Armonté Butler, MPH, is a Black Puerto Rican writer and activist from Washington, D.C. He works at a national nonprofit organization supporting adolescent sexual health initiatives and supporting LGBTQ youth of color and youth people living with HIV to strengthen their organizing and advocacy skills. Outside of work, he serves as the Program Coordinator of Gran Varones, a digital story project that amplifies Black, Queer, and Latinx history through a pop culture list. Armonté also serves on the DC History Center’s Latino/a/x Advisory Group (LAG), a group of community members who advise the DC History Center on how to incorporate the histories of the city's Latino/a/x communities into its programs. He has been named an Honor 41 Awardee, a 2024 Health Hero of the Year Honoree, and a Thriving Under 30: Young LGBTQ+ Trailblazer Honoree. He holds Bachelor of Arts degrees in Global Studies and Gender Studies from Sewanee: The University of the South. Lastly, he was awarded a Master of Public Health with concentrations in adolescent health, health policy, and health advocacy as a Bloomberg American Health Initiative Fellow at the Johns Hopkins Bloomberg School of Public Health.
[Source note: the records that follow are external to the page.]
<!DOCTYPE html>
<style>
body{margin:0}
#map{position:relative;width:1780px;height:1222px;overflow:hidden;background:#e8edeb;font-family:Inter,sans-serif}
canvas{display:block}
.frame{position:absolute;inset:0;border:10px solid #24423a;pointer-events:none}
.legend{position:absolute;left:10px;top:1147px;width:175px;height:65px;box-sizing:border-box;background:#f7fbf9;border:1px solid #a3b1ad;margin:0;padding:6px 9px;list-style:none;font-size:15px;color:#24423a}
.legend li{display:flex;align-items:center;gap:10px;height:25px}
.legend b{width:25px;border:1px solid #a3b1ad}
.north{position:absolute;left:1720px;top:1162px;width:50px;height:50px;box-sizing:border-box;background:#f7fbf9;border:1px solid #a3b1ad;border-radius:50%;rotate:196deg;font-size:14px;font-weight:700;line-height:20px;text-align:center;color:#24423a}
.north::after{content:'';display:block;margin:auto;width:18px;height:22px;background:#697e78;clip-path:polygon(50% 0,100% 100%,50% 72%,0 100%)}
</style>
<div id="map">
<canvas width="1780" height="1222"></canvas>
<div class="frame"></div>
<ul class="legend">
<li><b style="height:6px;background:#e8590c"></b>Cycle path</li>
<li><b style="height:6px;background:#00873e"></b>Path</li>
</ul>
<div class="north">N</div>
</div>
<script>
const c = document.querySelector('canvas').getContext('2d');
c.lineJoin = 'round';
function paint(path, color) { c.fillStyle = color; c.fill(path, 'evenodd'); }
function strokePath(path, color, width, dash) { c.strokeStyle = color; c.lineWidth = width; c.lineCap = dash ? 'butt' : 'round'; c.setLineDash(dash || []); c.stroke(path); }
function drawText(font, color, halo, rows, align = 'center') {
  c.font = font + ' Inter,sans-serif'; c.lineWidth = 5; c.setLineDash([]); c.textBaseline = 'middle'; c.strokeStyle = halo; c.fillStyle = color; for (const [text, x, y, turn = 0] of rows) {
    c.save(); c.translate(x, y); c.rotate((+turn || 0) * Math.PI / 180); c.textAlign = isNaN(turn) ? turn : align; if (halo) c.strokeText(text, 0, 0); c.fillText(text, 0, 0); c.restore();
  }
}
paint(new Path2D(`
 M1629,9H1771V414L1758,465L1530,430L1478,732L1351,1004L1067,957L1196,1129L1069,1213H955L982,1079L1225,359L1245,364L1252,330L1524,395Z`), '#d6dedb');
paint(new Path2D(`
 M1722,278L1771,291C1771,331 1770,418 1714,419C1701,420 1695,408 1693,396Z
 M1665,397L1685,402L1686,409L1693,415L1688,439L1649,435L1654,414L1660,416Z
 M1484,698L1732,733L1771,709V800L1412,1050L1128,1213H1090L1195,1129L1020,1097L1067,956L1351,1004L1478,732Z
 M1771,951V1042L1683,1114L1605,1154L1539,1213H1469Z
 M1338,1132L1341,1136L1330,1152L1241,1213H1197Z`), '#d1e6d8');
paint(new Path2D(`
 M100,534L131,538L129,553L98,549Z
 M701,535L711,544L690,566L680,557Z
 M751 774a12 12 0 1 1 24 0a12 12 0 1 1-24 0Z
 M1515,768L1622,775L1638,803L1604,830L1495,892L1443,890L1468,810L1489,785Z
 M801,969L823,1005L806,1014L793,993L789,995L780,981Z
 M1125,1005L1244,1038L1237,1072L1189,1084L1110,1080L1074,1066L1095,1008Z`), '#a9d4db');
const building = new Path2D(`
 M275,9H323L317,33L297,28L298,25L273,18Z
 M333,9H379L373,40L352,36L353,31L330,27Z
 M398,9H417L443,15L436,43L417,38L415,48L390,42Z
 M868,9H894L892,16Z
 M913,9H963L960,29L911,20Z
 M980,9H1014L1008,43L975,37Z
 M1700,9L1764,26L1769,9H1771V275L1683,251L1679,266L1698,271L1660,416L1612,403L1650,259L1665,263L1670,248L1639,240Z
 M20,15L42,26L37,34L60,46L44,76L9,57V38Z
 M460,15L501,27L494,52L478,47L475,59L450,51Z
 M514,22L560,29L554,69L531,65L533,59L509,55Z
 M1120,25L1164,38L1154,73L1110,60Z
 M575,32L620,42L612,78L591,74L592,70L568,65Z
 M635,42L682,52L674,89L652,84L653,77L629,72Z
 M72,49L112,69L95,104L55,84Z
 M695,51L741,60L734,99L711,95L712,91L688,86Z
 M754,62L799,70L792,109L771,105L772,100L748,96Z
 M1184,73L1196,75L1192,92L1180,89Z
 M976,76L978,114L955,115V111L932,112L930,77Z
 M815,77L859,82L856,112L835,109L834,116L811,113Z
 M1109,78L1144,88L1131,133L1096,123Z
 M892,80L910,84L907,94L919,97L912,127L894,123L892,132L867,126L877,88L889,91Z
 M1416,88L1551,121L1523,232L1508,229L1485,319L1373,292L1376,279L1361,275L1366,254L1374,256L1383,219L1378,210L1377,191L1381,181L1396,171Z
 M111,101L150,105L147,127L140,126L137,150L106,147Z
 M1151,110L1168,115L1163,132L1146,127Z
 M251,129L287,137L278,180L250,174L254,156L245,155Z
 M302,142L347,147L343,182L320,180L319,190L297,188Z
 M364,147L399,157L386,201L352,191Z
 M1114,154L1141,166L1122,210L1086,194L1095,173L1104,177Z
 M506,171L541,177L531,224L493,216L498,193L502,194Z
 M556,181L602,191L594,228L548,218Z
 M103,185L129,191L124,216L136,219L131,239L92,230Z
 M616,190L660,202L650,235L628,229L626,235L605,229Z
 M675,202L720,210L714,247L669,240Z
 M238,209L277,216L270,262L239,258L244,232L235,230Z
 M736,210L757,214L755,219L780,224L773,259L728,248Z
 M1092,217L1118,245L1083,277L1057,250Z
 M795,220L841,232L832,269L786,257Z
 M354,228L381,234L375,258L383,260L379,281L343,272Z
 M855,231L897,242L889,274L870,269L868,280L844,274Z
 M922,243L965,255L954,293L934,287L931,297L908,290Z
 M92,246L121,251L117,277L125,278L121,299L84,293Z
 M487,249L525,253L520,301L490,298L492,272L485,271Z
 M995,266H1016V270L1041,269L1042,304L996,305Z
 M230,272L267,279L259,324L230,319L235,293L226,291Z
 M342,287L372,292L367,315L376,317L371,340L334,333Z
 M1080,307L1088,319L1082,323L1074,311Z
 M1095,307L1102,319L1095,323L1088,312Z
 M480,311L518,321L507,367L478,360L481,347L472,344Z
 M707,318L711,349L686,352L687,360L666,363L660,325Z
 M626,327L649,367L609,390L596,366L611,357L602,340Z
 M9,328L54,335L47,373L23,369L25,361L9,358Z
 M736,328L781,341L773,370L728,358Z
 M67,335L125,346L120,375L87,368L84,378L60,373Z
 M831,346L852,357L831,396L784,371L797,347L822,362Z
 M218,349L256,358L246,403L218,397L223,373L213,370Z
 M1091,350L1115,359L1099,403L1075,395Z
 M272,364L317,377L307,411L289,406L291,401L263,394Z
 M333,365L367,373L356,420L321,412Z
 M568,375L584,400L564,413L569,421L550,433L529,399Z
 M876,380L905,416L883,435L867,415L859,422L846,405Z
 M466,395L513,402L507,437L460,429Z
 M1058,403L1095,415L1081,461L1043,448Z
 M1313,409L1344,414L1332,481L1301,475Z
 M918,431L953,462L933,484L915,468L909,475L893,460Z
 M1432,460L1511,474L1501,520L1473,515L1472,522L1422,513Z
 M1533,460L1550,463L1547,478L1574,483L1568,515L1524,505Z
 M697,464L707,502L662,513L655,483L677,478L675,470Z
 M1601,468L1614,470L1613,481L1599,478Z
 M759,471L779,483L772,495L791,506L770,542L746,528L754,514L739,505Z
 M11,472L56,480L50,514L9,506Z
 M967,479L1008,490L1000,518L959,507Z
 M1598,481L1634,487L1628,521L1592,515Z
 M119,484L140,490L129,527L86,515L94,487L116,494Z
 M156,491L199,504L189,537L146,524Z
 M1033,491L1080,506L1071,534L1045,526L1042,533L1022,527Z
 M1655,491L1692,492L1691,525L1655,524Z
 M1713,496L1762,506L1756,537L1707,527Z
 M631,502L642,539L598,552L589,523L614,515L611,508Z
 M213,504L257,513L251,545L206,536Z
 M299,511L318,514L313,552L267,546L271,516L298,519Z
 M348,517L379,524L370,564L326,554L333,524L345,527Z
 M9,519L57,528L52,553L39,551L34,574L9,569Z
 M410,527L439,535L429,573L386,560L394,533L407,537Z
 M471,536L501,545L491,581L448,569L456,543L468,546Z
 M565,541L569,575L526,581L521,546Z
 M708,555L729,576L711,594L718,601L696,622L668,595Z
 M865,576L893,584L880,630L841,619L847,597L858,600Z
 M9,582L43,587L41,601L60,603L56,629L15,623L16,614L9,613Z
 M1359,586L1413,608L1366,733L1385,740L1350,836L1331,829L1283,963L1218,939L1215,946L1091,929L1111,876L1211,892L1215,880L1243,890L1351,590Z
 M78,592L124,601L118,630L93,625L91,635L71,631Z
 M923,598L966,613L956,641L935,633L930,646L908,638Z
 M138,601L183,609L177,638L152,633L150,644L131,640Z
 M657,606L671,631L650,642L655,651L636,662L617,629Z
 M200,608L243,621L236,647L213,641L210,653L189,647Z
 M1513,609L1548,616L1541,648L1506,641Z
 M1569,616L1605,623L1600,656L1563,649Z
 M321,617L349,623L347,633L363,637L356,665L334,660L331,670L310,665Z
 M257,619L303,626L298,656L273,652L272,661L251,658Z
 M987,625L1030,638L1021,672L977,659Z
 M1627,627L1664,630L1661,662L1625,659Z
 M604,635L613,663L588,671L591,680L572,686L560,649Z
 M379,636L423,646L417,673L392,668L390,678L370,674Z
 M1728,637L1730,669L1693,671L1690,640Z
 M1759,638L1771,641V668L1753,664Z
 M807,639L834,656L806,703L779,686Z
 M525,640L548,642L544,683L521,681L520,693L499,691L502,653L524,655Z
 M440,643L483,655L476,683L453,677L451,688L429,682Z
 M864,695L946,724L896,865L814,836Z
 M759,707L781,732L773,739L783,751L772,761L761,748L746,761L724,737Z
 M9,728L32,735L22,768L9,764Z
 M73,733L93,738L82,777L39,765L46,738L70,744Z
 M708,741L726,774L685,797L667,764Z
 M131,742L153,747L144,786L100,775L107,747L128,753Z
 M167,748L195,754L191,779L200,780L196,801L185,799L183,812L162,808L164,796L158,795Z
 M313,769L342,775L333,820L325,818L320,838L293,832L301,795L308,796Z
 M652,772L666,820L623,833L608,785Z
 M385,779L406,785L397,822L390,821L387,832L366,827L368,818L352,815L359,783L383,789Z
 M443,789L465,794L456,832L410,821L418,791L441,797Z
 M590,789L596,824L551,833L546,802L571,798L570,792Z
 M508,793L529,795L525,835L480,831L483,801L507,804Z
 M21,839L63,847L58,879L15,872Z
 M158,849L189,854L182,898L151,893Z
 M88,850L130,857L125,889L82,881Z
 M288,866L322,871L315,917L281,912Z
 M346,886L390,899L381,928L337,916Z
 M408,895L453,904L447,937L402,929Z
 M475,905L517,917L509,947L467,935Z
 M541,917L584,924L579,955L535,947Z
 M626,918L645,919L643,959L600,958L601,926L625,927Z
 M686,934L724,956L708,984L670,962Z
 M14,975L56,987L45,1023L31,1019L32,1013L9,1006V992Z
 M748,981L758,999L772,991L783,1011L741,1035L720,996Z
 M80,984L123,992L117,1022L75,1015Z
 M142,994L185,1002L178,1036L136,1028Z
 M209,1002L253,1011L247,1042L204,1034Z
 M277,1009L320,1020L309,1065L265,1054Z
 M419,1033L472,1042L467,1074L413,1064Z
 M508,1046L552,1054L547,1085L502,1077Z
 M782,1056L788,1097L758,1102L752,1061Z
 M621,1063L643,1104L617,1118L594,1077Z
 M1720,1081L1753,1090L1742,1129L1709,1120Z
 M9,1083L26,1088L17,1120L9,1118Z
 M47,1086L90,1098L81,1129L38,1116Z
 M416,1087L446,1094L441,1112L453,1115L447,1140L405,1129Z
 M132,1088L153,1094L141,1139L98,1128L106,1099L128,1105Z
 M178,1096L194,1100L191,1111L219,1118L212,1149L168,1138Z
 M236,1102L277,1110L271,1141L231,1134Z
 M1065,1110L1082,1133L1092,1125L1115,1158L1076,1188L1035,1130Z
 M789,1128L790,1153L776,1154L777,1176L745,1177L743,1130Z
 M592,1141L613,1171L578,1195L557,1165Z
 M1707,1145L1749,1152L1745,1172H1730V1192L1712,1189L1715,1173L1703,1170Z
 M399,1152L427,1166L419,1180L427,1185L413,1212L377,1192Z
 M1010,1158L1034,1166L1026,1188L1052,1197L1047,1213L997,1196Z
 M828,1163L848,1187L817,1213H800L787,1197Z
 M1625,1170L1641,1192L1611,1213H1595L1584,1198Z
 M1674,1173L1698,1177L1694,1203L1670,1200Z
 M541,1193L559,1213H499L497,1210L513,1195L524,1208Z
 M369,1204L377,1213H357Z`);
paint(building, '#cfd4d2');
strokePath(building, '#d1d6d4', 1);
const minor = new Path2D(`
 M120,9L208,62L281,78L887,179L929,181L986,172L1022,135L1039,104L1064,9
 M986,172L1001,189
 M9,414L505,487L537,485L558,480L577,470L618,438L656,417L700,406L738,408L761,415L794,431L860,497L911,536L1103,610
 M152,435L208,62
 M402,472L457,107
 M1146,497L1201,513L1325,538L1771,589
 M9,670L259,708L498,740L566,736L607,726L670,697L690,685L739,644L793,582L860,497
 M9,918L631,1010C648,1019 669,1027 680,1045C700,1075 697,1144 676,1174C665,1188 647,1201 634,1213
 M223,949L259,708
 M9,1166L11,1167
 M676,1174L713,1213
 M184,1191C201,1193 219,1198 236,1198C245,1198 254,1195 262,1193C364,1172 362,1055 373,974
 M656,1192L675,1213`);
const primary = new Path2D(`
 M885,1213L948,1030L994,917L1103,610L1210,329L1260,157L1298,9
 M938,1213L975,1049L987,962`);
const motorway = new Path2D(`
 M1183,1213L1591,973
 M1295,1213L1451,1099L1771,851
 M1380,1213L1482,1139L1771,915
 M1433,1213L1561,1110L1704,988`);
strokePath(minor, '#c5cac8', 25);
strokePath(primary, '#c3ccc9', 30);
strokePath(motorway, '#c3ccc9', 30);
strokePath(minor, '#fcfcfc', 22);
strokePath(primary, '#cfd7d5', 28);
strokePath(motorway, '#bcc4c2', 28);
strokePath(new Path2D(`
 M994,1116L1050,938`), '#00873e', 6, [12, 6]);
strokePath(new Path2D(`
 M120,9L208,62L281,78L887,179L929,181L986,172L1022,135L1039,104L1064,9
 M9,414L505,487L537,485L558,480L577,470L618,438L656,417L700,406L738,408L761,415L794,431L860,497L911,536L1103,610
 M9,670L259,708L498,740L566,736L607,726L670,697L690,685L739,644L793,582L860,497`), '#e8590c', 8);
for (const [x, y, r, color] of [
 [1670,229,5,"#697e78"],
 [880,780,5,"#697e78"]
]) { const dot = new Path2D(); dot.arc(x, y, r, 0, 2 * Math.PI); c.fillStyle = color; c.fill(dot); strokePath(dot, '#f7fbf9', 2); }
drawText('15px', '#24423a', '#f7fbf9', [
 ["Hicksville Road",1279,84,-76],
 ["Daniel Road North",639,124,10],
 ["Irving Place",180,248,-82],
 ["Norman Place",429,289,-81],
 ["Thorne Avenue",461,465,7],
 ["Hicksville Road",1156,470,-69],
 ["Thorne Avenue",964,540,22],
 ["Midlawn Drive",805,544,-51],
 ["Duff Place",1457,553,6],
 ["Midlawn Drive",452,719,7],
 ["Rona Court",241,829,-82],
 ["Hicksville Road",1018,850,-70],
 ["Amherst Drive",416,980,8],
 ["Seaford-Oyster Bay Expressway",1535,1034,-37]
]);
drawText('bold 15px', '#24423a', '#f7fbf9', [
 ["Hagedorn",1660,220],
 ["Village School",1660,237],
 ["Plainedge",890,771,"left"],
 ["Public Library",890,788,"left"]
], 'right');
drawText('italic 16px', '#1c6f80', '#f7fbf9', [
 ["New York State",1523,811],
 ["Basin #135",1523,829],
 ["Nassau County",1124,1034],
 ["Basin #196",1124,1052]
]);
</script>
Dominique is the resident historian at The Well at Oxon Run, an urban farm and wellness space in Southeast Washington, D.C. They are also a PhD candidate in History at Johns Hopkins University and an incoming Assistant Professor of African American and African Studies at the University of Minnesota. At The Well, Dominique leads an oral history initiative that centers longtime residents of the surrounding neighborhood, marking Black histories in place in the midst of racialized displacement and reckoning with the ways green spaces are used as tools to advance that displacement. She is also curating a permanent exhibition at The Well that interprets the plantation pasts and futures of the farm’s land through the eyes of local artists. Dominique previously co-curated the award-winning exhibition Food for the People: Eating and Activism in Greater Washington at the Smithsonian Anacostia Community Museum; prior to graduate school she worked in community engagement at a local food justice organization for several years.